Speaking of umac, I'm also looking at the umac context structs, for potential micro optimizations and fixes before it becomes a part of the ABI.
Some fields, like nonce_length, index, and (for umac32 and umac64) nonce_low, fit in 16 or even 8 bits. So it might make sense to make them adjacent.
And on the other hand, the umac block count is currently unsigned, and will wraparound after 2*32 blocks or 2^42 bytes. Other hash functions typically support data sizes up to 2^64 (except sha512 which uses a 128-bit coutner, which seems gross overkill).
For umac, the block counter is only needed to keep track of when to switch to different layer 2 hashing, and to keep track of odd and even blocks for poly128. So it could probably be made to work with only 16 bits and some saturation logic. But extending it to 64 bits seems simpler.
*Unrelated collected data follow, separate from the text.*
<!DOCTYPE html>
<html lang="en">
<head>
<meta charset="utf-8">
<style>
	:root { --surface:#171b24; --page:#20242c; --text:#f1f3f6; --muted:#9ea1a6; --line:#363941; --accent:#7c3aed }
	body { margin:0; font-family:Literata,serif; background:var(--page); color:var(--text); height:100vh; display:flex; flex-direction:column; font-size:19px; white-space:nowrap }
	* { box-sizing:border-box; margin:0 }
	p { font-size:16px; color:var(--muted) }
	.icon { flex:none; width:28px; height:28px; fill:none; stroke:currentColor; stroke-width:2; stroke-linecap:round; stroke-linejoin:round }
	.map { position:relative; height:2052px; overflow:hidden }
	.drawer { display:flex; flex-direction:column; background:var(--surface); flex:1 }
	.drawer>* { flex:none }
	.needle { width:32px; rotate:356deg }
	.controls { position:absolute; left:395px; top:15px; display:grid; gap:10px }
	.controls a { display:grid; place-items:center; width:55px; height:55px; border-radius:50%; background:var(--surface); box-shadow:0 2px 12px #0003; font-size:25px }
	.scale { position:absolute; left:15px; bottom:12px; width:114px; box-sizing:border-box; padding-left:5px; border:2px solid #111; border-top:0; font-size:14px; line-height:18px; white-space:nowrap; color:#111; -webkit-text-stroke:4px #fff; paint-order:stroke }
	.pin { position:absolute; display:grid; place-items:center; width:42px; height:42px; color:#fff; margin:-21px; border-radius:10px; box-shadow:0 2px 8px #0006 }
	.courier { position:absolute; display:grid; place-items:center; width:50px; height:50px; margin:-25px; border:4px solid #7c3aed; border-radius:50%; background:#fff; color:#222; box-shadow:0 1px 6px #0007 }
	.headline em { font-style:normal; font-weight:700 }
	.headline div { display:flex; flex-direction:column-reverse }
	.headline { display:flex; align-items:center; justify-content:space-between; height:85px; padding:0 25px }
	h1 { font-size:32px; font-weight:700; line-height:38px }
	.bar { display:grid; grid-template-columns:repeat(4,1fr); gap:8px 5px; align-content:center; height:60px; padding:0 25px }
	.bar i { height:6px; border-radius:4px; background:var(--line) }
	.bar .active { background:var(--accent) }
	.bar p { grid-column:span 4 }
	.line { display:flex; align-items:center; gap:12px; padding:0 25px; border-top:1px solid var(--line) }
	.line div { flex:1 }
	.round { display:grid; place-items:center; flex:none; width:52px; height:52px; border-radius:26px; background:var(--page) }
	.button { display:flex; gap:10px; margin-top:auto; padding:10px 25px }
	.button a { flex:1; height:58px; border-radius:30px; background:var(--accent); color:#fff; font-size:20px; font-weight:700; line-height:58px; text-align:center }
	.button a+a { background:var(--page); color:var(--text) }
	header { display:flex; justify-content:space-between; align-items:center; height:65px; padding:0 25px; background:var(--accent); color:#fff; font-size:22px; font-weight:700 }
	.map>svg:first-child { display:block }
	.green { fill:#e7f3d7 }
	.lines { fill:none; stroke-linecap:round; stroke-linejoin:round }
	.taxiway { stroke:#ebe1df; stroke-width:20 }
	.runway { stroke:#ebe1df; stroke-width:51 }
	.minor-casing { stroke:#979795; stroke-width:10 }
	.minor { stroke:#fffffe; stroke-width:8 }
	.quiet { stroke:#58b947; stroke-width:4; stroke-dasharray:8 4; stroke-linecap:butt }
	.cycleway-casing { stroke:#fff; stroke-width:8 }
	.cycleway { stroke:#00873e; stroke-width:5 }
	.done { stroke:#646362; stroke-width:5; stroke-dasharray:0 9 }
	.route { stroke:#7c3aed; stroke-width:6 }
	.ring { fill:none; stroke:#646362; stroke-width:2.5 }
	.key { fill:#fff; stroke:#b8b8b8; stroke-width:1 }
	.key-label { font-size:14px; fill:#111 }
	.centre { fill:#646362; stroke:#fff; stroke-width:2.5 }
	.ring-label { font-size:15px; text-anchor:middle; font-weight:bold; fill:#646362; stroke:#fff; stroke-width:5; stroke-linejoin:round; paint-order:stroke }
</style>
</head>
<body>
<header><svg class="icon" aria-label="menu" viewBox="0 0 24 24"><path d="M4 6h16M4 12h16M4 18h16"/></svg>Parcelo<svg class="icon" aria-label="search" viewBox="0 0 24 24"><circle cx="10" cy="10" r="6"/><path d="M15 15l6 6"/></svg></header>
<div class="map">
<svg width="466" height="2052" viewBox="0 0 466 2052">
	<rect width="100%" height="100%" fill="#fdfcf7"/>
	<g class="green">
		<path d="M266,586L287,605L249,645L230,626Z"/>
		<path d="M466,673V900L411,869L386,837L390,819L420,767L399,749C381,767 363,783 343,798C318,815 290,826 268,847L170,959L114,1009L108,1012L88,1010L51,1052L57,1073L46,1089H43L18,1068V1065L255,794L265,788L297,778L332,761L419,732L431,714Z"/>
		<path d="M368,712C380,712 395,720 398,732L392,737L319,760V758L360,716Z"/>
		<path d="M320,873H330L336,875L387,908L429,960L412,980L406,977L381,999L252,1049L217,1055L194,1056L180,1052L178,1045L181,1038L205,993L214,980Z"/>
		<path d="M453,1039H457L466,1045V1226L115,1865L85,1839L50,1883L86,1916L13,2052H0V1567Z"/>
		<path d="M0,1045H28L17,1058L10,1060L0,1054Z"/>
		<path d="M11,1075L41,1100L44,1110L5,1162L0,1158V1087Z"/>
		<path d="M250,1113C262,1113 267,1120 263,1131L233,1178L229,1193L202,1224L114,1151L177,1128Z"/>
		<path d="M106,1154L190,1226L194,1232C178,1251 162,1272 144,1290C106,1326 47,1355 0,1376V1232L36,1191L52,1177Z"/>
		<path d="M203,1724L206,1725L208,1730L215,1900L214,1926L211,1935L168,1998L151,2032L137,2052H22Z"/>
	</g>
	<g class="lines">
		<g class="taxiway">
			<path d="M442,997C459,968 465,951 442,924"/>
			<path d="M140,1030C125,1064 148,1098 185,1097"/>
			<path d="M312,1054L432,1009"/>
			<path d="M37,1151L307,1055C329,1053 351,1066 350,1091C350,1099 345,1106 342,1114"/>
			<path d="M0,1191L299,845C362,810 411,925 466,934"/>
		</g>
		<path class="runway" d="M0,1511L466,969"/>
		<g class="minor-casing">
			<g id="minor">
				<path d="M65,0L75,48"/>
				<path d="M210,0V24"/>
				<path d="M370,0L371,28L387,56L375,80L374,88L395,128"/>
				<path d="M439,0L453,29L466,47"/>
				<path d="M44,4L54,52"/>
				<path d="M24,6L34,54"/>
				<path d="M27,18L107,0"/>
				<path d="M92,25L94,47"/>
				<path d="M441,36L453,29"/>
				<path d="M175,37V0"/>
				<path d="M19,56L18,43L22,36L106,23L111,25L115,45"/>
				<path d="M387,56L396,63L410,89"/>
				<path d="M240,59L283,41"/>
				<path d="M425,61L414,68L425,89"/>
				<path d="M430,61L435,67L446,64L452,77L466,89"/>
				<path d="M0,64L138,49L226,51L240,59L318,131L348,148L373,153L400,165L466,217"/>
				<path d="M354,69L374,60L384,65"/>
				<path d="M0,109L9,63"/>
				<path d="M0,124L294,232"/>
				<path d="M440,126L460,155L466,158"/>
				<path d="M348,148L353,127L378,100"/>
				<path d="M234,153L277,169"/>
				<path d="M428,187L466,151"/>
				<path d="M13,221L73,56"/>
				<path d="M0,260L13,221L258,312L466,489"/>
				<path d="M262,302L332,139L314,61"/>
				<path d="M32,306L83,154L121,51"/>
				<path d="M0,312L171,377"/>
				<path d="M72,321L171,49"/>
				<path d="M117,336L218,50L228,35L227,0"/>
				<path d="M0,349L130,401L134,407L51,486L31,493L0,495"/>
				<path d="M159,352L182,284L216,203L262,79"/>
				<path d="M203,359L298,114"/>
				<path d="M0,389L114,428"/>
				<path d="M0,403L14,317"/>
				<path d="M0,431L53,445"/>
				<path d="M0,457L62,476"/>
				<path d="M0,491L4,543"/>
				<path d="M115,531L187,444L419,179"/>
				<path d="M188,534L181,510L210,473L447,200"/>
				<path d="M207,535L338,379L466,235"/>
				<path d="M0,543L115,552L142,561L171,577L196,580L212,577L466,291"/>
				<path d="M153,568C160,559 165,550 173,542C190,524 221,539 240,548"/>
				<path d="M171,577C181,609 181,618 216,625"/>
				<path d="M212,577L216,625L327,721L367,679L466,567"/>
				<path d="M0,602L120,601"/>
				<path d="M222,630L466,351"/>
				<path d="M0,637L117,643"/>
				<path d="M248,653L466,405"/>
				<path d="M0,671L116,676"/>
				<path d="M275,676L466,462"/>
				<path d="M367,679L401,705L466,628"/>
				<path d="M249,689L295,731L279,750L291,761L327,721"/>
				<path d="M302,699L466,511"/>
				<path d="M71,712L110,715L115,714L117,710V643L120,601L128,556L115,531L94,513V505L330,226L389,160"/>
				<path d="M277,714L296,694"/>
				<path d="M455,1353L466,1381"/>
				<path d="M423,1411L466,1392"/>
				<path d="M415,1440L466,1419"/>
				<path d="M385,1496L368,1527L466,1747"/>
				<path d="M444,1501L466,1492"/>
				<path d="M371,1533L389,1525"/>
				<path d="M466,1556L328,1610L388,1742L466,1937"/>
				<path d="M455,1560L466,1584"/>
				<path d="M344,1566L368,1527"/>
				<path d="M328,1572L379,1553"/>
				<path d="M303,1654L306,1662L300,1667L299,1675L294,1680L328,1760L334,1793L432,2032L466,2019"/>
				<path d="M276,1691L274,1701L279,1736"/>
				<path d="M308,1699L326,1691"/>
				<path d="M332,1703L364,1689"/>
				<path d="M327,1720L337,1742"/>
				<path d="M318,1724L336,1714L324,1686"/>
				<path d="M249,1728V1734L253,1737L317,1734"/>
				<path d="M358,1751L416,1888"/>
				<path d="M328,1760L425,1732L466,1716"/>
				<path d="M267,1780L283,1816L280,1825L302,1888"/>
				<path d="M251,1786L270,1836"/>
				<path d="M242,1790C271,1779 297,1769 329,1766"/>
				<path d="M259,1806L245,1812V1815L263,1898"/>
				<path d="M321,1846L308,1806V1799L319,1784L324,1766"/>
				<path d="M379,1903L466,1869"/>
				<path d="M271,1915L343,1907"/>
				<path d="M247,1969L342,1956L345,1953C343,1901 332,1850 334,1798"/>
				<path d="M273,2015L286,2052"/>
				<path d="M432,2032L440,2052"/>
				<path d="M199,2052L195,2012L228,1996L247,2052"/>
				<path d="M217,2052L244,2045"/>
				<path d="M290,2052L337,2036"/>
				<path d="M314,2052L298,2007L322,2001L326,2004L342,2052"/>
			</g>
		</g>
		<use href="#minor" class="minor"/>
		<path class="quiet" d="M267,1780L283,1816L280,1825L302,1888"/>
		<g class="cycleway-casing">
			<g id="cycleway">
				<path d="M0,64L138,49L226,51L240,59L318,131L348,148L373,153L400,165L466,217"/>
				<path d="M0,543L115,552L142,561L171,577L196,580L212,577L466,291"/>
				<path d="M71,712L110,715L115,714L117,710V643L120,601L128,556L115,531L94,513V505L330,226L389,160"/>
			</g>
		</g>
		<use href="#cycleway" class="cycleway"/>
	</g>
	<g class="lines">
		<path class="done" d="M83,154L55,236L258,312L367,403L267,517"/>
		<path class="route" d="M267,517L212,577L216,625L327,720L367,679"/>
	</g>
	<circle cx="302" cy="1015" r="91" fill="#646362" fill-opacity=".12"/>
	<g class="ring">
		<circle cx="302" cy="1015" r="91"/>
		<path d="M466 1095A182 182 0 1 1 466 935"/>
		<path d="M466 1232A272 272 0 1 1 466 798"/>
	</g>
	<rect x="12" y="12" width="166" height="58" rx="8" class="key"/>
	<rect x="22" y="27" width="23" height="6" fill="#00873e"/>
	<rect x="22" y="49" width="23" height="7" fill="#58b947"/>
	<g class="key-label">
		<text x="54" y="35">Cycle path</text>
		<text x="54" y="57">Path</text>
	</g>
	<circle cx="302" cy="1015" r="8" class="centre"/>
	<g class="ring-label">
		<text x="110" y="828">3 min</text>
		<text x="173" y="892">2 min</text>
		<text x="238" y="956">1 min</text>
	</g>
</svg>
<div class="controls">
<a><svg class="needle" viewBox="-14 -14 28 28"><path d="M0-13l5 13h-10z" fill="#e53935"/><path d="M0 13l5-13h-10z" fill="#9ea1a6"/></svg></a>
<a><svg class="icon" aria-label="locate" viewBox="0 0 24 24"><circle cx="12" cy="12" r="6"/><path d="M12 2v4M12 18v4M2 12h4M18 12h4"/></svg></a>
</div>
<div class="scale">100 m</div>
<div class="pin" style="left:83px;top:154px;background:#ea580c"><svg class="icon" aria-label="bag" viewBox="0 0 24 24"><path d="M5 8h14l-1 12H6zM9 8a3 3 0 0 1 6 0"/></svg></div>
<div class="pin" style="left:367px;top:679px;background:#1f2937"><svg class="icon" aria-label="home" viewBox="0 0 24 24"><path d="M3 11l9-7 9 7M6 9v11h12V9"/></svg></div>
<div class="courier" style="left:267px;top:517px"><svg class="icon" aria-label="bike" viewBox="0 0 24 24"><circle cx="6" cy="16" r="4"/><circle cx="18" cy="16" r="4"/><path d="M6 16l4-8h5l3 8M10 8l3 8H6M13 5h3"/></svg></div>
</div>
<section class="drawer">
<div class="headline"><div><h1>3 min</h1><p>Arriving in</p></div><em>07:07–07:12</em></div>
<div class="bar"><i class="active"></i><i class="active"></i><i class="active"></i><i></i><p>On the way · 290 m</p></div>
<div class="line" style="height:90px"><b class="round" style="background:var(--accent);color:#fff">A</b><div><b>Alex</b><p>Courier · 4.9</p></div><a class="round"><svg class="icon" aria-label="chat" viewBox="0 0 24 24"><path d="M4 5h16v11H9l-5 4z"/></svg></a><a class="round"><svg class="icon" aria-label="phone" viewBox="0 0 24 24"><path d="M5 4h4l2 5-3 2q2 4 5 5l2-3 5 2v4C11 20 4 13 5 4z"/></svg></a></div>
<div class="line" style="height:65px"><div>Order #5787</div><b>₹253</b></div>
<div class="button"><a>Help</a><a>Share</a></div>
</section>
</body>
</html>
It would also be nice if we could force 16-byte alignment for the l1_key array (this is important for assembly routines), which would them imply 16-byte alignment for the complete context struct. Could help x86 sse2 assembly. And could help also on ARM, but I'm not sure if the system (primarily linker and malloc) really makes 16-byte alignment possible there.
And it would also be good to get a reasonably large alignment for the block buffer.
In gcc, there's __attribute__ ((aligned (16))), but since this gets part of the ABI, we can't use it in public headers unless we can specify the same alignment for *all* reasonable compilers for the given architecture.
Regards, /Niels